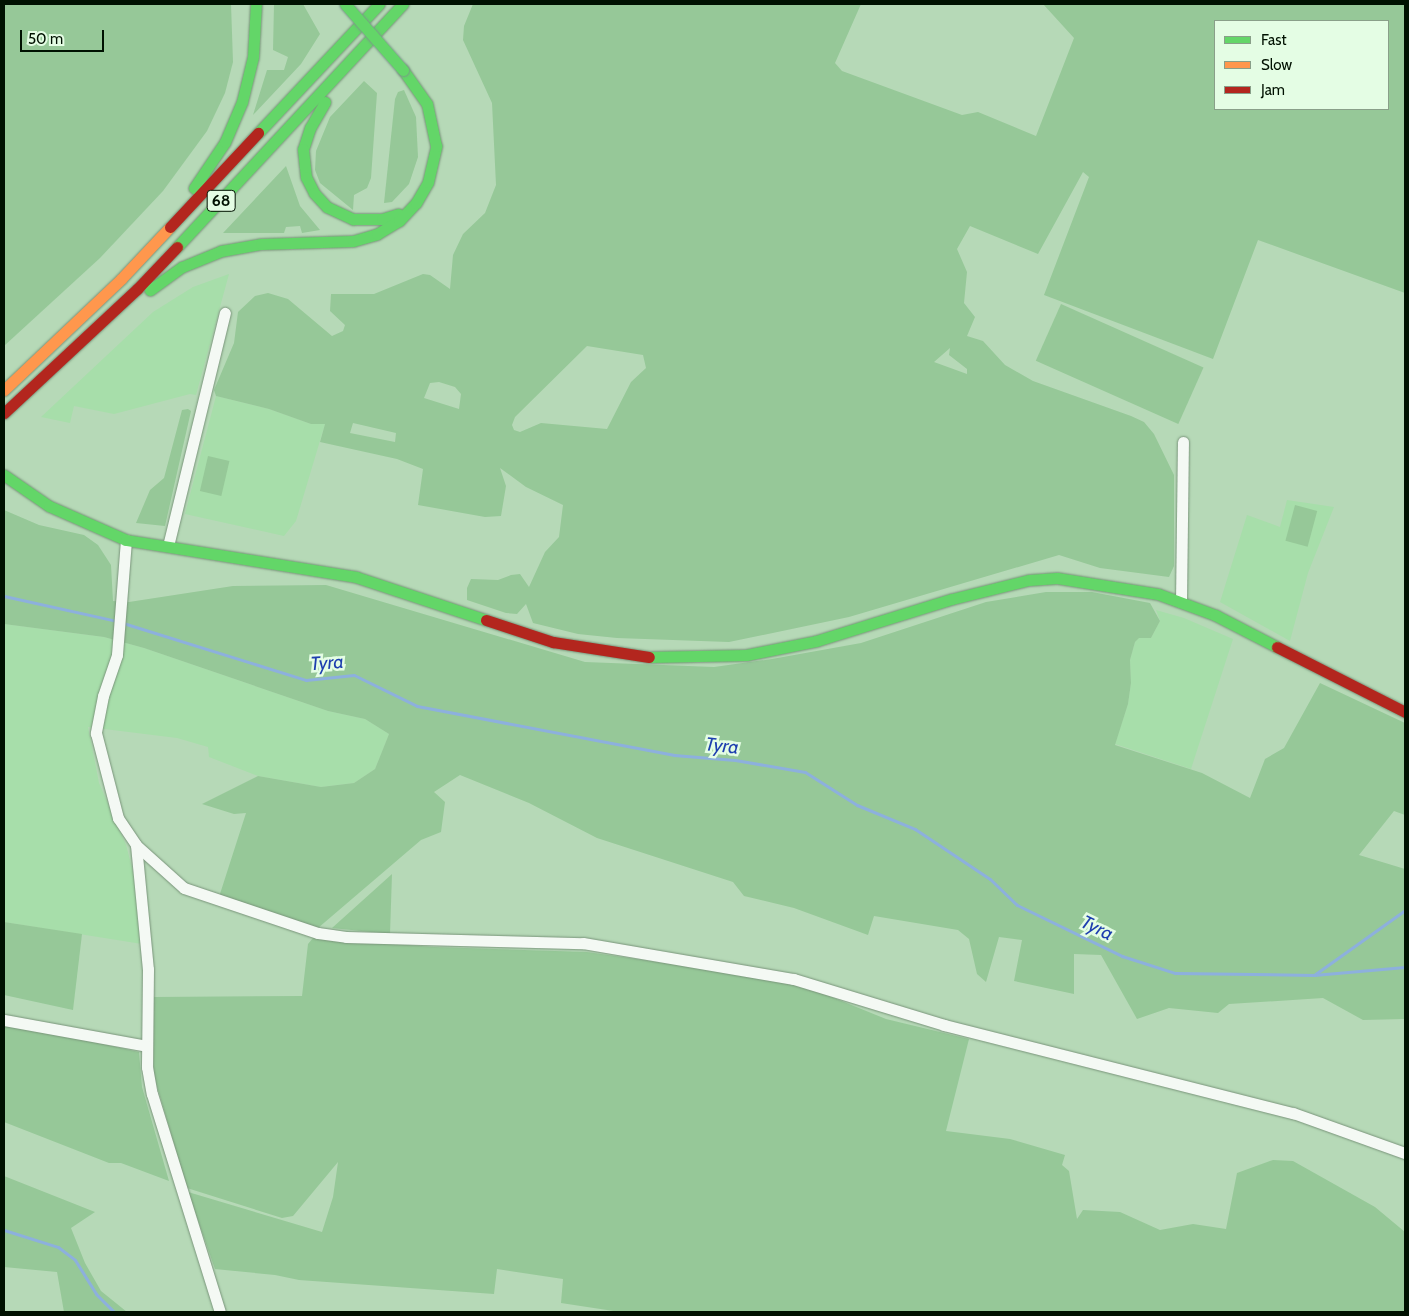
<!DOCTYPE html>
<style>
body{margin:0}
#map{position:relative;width:1409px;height:1316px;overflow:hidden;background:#b6d9b7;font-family:Cabin,sans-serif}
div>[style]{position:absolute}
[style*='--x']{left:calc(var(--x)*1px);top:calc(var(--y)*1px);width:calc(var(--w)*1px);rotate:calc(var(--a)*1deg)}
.built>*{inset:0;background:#a7deaa}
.green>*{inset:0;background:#96c898;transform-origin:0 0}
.stream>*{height:3px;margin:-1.5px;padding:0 1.5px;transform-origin:1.5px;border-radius:1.5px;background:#8db0dd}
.roads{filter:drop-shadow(0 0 1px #79947a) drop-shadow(0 0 1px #79947a)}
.street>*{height:11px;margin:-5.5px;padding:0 5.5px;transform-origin:5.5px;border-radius:5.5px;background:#f4f9f4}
.fast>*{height:11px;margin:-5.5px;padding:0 5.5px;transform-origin:5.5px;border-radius:5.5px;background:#63d668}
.slow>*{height:11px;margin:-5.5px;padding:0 5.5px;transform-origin:5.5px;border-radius:5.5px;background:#ff974d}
.jam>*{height:11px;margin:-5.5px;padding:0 5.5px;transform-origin:5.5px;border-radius:5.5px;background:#b3261e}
.bridges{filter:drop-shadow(0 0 1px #7a9788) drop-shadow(0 0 1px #7a9788)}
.fast-bridge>*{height:11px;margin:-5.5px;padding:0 5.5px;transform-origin:5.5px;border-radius:5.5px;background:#63d668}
span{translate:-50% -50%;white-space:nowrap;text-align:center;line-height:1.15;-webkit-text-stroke:5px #e4fde4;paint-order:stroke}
.shield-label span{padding:1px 4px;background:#e4fde4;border:1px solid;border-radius:4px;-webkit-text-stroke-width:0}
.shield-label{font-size:16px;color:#001101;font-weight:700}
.water-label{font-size:19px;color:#1d3eaf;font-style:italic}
.frame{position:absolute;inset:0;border:5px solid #001101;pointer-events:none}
.legend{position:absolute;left:1214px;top:20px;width:175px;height:90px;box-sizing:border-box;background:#e4fde4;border:1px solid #899f89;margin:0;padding:6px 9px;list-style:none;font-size:15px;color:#001101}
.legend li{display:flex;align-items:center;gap:10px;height:25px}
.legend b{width:25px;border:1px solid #899f89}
.scale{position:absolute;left:20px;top:30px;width:84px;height:22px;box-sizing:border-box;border:2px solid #001101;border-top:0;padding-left:6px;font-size:15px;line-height:18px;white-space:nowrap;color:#001101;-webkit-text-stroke:4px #e4fde4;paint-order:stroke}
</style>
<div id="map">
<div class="built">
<i style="clip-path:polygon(229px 274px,196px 395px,190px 394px,114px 414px,74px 406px,70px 423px,41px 417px,153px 312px,193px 287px)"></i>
<i style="clip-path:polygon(216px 396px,269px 409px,311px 424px,325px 424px,296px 521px,284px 536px,185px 514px)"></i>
<i style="clip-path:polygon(1287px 500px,1334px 507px,1308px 573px,1290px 641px,1220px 602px,1247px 515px,1280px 527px)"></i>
<i style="clip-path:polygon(1156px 610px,1184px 618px,1233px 639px,1191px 769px,1115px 744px,1128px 704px,1131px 683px,1130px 660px,1135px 642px,1138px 638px,1151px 638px,1160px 621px)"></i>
<i style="clip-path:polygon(4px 624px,104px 637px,144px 648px,328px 711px,365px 719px,389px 734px,375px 769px,354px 783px,321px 787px,258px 776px,209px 757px,208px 747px,177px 738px,88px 727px,99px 783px,126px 845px,137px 887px,142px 944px,4px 922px)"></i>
</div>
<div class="green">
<i style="clip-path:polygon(231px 4px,233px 62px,225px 93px,207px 131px,163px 191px,100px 258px,4px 346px,4px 5px)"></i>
<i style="clip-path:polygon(274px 4px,303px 4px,320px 34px,301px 64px,253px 115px,267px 70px,284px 70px,288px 57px,273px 50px)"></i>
<i style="clip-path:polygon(evenodd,473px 4px,861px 4px,835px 63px,842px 71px,962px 115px,978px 112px,1036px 136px,1074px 38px,1043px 4px,1405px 4px,1405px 293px,1258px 240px,1213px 359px,1044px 295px,1089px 177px,1083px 172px,1038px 254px,970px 226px,957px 249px,967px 272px,964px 303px,975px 317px,967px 336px,983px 341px,1005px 365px,1033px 381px,1131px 416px,1144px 422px,1154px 434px,1174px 475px,1174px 566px,1169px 577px,1100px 568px,1059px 555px,849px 617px,729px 642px,617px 638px,578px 634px,533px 623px,526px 604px,517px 614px,506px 613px,467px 600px,467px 588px,471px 579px,498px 580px,511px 575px,520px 574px,529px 587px,545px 552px,559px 537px,563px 505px,526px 487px,500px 468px,506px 486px,501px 516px,485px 517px,418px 505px,423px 469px,397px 459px,320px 442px,325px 424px,311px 424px,269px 409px,216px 396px,214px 390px,234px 343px,238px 312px,255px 296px,268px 293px,288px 299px,332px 336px,343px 331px,345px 325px,330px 311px,331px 294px,374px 294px,423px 274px,430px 275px,450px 289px,453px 255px,463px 234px,485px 213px,496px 185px,492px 103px,463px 40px,464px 26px,473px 4px,1215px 21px,1388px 21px,1388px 109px,1215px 109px,1215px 21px,473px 4px,587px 346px,643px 355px,646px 368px,631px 382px,607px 429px,541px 423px,520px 432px,514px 430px,512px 425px,515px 417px,587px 346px,473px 4px,950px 348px,949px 355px,967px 369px,967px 374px,934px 362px,950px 348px,473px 4px,439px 382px,455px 387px,461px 394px,459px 409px,424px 398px,430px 383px,439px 382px,473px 4px,353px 423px,396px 433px,395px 442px,350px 433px,353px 423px)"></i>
<i style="clip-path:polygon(364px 81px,377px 93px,371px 178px,367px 188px,354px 195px,353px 210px,320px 183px,315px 170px,316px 151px,330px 117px)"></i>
<i style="clip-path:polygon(404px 90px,416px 117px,418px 157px,409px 184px,392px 202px,384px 203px,395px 99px,398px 92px)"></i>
<i style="clip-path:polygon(286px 166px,300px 206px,320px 230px,302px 233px,300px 226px,286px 227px,284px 233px,223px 233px)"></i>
<i style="left:1061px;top:304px;width:156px;height:62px;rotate:24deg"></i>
<i style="clip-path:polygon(188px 409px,191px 411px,165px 526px,136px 523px,150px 490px,164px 478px,182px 410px)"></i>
<i style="left:208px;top:456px;width:22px;height:36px;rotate:13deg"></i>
<i style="left:1295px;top:505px;width:23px;height:37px;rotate:15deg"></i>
<i style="clip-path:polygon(4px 510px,39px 525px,84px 535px,98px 545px,111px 565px,113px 601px,129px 602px,233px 586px,326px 585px,585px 662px,714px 667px,772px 659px,861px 643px,986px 602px,1046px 592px,1092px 592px,1150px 603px,1160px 621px,1151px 638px,1139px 638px,1135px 642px,1130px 660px,1131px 683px,1128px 704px,1115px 745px,1202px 773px,1250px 798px,1265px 759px,1284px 748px,1320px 683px,1405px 723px,1405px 815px,1394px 811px,1359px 855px,1405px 869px,1405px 1019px,1363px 1020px,1323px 998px,1229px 1004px,1218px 1013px,1169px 1008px,1137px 1019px,1101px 955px,1074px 954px,1074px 994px,1014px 981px,1022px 940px,999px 937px,986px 982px,977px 974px,969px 939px,958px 930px,874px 916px,868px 935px,794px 908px,744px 896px,733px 882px,597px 838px,529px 803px,460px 775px,434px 792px,445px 802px,441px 832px,421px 840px,318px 928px,219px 897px,246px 813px,234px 814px,202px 804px,258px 776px,321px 787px,354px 783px,375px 769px,389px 734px,365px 719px,328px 711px,144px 648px,104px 637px,4px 624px)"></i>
<i style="clip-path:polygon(392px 874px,390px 934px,332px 928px)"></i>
<i style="clip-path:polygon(4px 922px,82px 934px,73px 1010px,4px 995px)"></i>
<i style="clip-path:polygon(313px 938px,434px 947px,587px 952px,706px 969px,807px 987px,886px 1019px,969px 1039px,946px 1131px,1010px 1139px,1065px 1155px,1062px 1165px,1069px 1171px,1077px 1219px,1083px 1210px,1120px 1212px,1160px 1230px,1193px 1224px,1226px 1229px,1237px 1173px,1273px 1160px,1293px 1161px,1375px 1207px,1405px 1232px,1405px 1312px,620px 1312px,561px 1303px,563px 1279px,497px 1269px,494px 1294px,299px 1280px,275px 1275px,215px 1269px,188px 1192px,322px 1232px,333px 1197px,338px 1162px,293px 1216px,282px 1218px,187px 1188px,154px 1076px,154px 997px,302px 996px,308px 944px)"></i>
<i style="clip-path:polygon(4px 1022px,139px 1052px,142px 1087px,169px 1181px,121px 1163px,109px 1163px,4px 1122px)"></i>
<i style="clip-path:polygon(4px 1176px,95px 1212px,71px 1228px,85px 1263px,101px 1291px,127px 1312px,64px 1312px,57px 1272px,4px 1267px)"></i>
</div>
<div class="stream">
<i style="--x:4;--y:596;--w:116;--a:12.5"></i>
<i style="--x:123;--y:623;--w:192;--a:17.3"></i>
<i style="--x:306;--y:680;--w:48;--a:-5.9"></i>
<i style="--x:354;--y:675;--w:70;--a:26.2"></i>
<i style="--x:417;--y:706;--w:262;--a:10.8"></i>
<i style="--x:674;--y:755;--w:61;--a:4.7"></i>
<i style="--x:735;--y:760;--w:71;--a:9.7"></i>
<i style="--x:805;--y:772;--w:62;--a:32.4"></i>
<i style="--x:857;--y:805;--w:63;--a:22.5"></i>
<i style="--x:915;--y:829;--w:90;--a:33.7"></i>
<i style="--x:990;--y:879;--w:37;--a:44"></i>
<i style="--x:1017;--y:905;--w:117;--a:25.9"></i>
<i style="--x:1122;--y:956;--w:56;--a:17.8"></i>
<i style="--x:1175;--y:973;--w:139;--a:0.8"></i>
<i style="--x:1314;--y:975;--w:91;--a:-5"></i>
<i style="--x:1314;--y:975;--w:112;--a:-35.5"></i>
<i style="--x:4;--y:1230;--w:57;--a:17.5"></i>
<i style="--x:58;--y:1247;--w:21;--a:37"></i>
<i style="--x:75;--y:1260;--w:40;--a:58"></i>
<i style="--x:96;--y:1294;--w:25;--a:45"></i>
</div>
<div class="roads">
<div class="street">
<i style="--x:126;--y:540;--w:115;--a:94.5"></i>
<i style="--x:117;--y:655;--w:43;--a:108.9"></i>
<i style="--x:103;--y:696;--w:38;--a:101"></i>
<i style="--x:96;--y:733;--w:88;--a:75.5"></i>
<i style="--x:118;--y:818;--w:32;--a:56"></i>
<i style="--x:136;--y:845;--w:64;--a:41.9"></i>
<i style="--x:184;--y:888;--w:141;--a:18.6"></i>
<i style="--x:318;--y:933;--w:28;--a:8"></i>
<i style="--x:346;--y:937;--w:237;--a:1.5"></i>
<i style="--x:583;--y:943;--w:214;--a:9.7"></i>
<i style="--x:794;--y:979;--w:157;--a:17"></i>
<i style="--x:944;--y:1025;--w:360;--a:14.2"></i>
<i style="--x:1293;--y:1113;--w:119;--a:19.7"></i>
<i style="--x:168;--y:546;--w:240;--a:-76.3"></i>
<i style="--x:1181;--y:602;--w:160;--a:-89.3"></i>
<i style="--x:136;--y:845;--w:125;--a:84.5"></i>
<i style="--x:148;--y:969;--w:98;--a:90.6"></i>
<i style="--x:147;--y:1067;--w:27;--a:80"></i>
<i style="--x:152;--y:1094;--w:228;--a:72.7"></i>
<i style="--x:4;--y:1020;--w:145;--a:10.3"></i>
</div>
<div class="fast">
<i style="--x:325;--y:102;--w:30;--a:120"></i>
<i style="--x:310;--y:128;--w:22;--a:108"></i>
<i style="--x:303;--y:149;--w:28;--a:84"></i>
<i style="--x:306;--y:177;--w:18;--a:63"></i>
<i style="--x:314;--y:193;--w:19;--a:47"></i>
<i style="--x:327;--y:207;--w:29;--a:25"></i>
<i style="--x:353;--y:219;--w:29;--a:0"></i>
<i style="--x:382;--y:219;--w:17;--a:-17"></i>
<i style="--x:258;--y:133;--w:177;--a:-46.8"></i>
<i style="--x:194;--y:188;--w:55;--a:-56"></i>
<i style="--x:225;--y:142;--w:43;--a:-67"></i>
<i style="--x:242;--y:102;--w:46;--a:-76.3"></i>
<i style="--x:253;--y:57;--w:53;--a:-86.8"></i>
<i style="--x:177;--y:247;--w:332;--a:-47.1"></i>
<i style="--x:150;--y:290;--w:39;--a:-36"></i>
<i style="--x:182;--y:267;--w:42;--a:-22.3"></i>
<i style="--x:221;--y:251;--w:41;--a:-9.9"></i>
<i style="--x:261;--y:244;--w:92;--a:-1.9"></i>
<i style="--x:353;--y:241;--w:25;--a:-16"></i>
<i style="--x:377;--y:234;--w:26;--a:-31"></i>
<i style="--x:399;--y:221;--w:25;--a:-47"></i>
<i style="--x:416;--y:203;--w:24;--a:-60"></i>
<i style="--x:428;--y:182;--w:37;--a:-77"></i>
<i style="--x:436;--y:146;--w:43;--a:-102.1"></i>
<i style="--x:427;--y:104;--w:42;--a:-125.2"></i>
<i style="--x:4;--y:475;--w:55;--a:34.6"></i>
<i style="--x:49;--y:506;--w:84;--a:23.8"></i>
<i style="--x:126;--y:540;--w:233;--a:9.1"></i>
<i style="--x:356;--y:577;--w:137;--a:18.3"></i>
<i style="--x:649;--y:657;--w:97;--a:-1.2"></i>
<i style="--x:746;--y:655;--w:71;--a:-11.3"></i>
<i style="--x:816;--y:641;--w:142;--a:-17.2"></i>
<i style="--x:952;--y:599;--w:79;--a:-13.9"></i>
<i style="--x:1029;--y:580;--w:28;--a:-4"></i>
<i style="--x:1057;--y:578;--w:102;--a:9"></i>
<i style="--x:1158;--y:594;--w:61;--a:20.2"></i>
<i style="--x:1215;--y:615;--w:70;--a:27.3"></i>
</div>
<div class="slow">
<i style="--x:4;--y:390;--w:161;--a:-43.5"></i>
<i style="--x:121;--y:279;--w:71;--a:-46.7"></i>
</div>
<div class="jam">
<i style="--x:170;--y:227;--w:129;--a:-46.9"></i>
<i style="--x:4;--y:413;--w:182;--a:-43"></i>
<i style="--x:137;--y:289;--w:58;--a:-46.4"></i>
<i style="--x:486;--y:620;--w:71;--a:18.2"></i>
<i style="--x:553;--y:642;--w:97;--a:8.9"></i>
<i style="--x:1277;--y:647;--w:144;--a:26.9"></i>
</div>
</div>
<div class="bridges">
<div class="fast-bridge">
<i style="--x:345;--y:4;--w:88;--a:48.7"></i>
</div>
</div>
<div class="shield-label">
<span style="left:221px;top:201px">68</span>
</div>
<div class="water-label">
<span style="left:327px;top:663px;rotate:-4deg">Tyra</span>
<span style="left:722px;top:746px;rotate:6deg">Tyra</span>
<span style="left:1097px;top:928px;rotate:26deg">Tyra</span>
</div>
<div class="frame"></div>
<ul class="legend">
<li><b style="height:6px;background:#63d668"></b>Fast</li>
<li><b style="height:6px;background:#ff974d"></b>Slow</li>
<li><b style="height:6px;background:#b3261e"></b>Jam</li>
</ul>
<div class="scale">50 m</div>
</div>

WORK INSTRUCTION:
Select and copy every line of the material that holds the string "green".

YOUR RESPONSE:
.green>*{inset:0;background:#96c898;transform-origin:0 0}
<div class="green">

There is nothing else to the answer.